**What to work on:**
Exactly how many lines of the data below include the string "controls"? State the number and nothing more.

================================

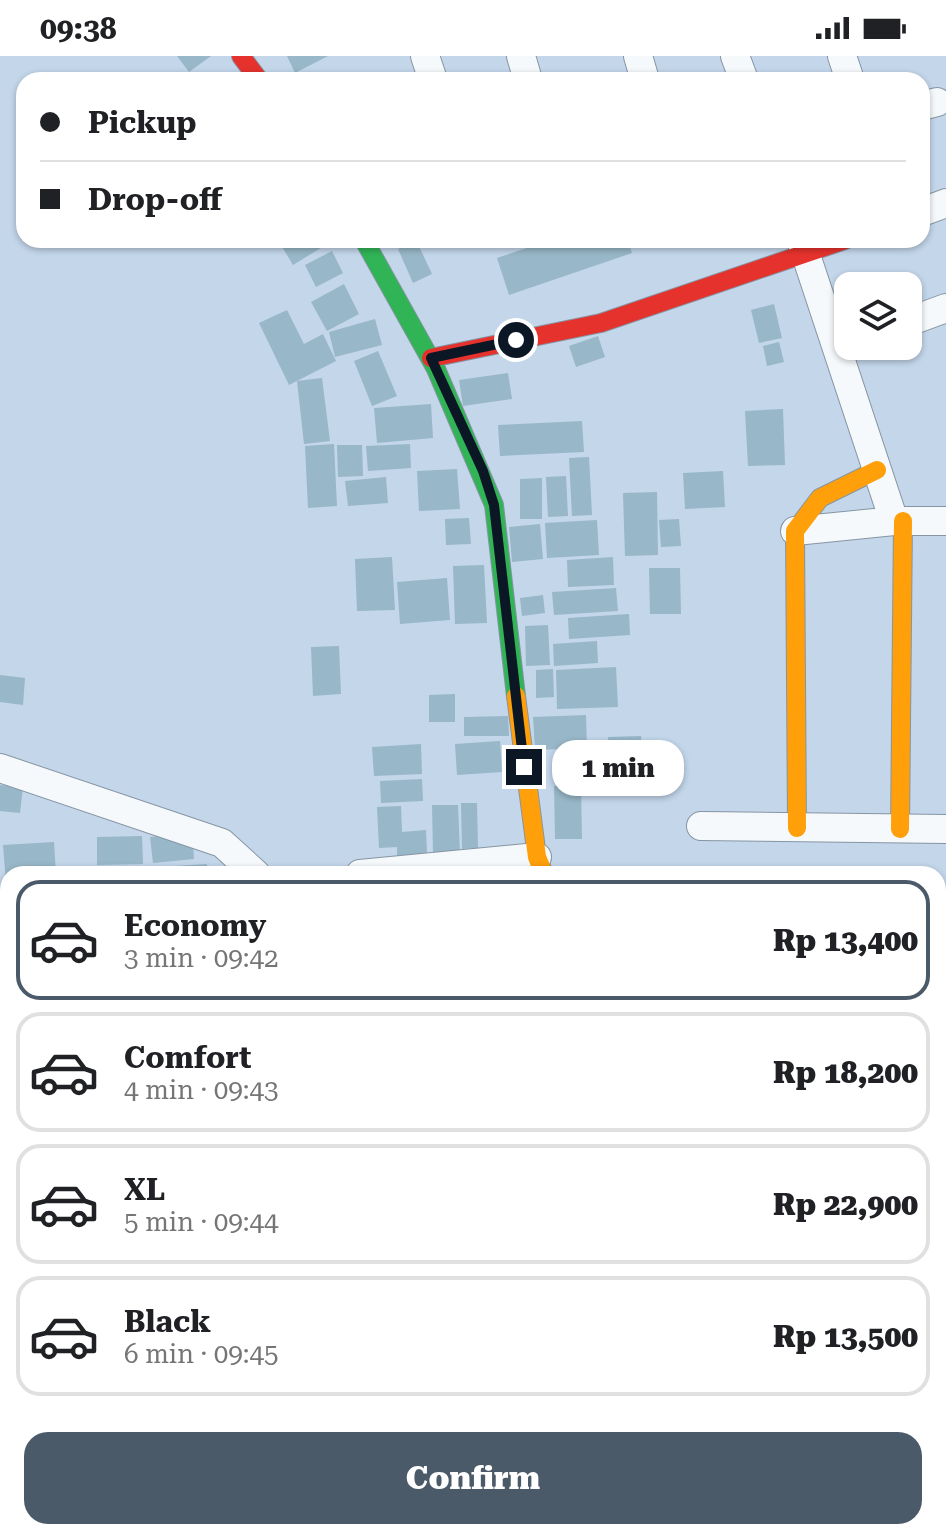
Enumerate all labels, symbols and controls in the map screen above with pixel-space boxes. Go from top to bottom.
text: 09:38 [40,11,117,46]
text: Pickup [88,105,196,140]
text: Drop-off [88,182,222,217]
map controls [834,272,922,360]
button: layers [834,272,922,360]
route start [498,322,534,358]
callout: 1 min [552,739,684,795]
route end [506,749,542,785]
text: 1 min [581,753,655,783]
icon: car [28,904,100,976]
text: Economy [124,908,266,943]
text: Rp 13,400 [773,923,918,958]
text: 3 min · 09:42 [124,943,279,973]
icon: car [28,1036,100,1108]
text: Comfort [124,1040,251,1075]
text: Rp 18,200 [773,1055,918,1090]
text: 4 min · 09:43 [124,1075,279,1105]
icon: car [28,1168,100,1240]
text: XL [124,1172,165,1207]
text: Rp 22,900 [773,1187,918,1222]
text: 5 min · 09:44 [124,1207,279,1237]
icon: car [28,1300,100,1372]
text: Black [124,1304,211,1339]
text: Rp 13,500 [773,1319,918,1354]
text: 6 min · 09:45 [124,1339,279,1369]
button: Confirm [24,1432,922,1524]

================================

**Written response:**
2